Records drawn from a dataset
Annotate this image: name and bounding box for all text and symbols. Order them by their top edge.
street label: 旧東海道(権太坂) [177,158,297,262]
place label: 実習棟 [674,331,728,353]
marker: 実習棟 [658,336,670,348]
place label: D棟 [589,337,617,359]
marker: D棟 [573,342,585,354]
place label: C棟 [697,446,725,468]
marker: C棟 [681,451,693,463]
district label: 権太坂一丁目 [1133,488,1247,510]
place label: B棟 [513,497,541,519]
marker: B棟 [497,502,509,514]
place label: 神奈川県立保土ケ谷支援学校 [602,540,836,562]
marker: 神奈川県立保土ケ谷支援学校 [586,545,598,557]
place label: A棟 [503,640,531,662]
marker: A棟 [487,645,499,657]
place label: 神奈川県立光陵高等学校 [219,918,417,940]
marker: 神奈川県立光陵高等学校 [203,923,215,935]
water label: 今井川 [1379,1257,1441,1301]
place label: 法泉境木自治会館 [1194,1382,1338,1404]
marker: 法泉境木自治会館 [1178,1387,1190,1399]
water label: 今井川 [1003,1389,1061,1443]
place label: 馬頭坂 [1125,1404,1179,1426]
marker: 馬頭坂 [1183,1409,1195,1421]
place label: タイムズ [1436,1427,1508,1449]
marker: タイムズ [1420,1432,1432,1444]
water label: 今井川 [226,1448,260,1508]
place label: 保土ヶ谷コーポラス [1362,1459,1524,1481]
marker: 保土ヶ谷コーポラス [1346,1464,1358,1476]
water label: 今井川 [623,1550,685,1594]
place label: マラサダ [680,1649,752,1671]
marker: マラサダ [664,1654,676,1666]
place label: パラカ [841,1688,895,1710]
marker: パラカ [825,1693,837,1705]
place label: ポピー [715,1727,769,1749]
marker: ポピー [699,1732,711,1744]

## ACTIVITY
Check each line of the records above for "神奈川県立光陵高等学校", and copy those that have it.

## RESPONSE AREA
place label: 神奈川県立光陵高等学校 [219,918,417,940]
marker: 神奈川県立光陵高等学校 [203,923,215,935]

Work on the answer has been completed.